16 Since the third subparagraph of Article 17(5) of the Sixth Directive must thus be regarded as constituting a provision derogating from the first and second subparagraphs of Article 17(5), the Member States must, in the exercise of the powers conferred on them by that provision, respect the effectiveness of the first subparagraph of Article 17(5) of the Sixth Directive and the principles which underlie the common system of VAT, in particular those of fiscal neutrality and proportionality.
17 Therefore, to permit a Member State to adopt legislation, such as that described by the national court, which derogates generally from the rules established by the first and second subparagraphs of Article 17(5) and by Article 19(1) of the Sixth Directive would be contrary to the latter. Such legislation would call into question the objective of the Sixth Directive, set out in the 12th recital thereof, according to which calculation of the deductible proportion must be carried out in a similar manner in all Member States.
18 That interpretation is, moreover, in accordance with the purpose of the third subparagraph of Article 17(5) of the Sixth Directive, the provisions of which are suitable for application to given situations since they have the aim, in particular, by taking into account the specific characteristics of the taxable person’s activities, to permit Member States to achieve greater accuracy in calculating the deductible proportion (see, to that effect, Royal Bank of Scotland, paragraph 24).
19 It follows that Article 17(5) of the Sixth Directive does not preclude a Member State, while complying with the principles underlying the common system of VAT, from giving precedence, for a given transaction, such as the construction of a mixed-use building, to one of the methods of calculating the deductible proportion provided for in the third subparagraph of that provision.
20 Concerning the rules for calculating the deductible proportion to be applied in that type of situation, it should be noted that, apart from those which must be used in case of application of Article 17(5)(d) of the Sixth Directive, which refers expressly to the calculation rule referred to in the first subparagraph of Article 17(5) of that directive, the rules laid down in Article 19(1) of the latter do not apply in so far as a given situation is subject to one of the other special regimes provided for in the third subparagraph of Article 17(5) of the directive (see, to that effect, Royal Bank of Scotland, paragraph 21).
21 As is quite clear from the wording of Articles 17(5) and 19(1) of the Sixth Directive, the latter provision refers only to the proportion deductible under the first subparagraph of Article 17(5) of the directive, and therefore lays down a detailed rule for calculating the proportion referred to in the first of those two provisions only (Royal Bank of Scotland, paragraph 22) and, by extension, for the deduction to be made pursuant to Article 17(5)(d) of the said directive.
22 In the absence of indications in the Sixth Directive, it is for the Member States to establish, within the limits of compliance with EU law and the principles on which the common system of VAT is based, methods and rules governing the calculation of the deductible proportion of input VAT. In exercising that power, the Member States are obliged to take account of the purpose and general system of that directive (see, to that effect, Case C-437/06 Securenta [2008] ECR I-1597, paragraphs 34 and 35).

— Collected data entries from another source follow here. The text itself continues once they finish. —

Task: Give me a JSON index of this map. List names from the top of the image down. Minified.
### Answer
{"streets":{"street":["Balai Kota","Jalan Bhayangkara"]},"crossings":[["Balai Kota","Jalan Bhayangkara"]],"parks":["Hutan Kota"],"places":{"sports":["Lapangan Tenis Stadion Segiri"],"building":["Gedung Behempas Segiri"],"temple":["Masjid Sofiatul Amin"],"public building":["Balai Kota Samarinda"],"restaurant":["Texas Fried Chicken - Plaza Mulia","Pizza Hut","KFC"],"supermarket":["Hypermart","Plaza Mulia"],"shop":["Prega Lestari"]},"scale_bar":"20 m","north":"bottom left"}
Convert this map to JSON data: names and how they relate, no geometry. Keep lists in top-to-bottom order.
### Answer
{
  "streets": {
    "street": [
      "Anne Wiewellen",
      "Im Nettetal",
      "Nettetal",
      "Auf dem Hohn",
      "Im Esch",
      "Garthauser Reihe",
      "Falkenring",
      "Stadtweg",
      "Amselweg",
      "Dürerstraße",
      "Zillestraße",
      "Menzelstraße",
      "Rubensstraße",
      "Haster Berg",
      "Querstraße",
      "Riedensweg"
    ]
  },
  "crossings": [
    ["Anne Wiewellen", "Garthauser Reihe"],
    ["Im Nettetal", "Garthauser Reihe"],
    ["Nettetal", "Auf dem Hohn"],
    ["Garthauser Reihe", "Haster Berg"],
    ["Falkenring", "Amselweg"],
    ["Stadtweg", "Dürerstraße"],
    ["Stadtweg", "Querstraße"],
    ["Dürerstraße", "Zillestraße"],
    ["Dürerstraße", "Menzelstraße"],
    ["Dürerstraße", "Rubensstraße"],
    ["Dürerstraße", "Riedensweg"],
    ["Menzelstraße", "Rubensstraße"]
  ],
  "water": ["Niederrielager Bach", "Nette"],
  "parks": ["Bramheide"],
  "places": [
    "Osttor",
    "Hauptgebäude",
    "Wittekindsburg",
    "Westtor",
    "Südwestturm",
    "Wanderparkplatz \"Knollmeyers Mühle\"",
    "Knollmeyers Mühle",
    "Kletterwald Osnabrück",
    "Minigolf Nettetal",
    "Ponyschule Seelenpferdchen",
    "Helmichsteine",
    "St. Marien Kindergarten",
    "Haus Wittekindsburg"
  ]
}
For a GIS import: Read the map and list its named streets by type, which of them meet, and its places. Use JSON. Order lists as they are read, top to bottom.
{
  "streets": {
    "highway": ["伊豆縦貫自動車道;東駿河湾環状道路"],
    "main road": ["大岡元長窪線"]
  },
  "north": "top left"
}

23 In this case, it must be held that, having regard, first, to the purpose of the third subparagraph of Article 17(5) of the Sixth Directive, which, as has been recalled in paragraph 18 of this judgment, is designed to allow Member States to reach more precise results in calculating the deductible proportion, second, to the general system of Article 17(5) of that directive, and, third, to the principle of fiscal neutrality, on which the common system of VAT is based and of which the third subparagraph of Article 17(5) may be regarded as constituting an application, the Member States must ensure, when exercising the prerogatives recognised by that latter provision, that the calculation of the deductible proportion of input VAT is as precise as possible (see, by analogy, as regards determination of the proportion between economic and non-economic activities, Securenta, paragraph 37).
24 The Sixth Directive does not therefore preclude Member States, when exercising that power, from applying, for a given transaction, a method or allocation key other than the turnover-based method, such as, in particular, that based on the floor area at issue in the main proceedings, on condition that the method used guarantees a more precise determination of the deductible proportion of the input VAT than that arising from application of the turnover-based method.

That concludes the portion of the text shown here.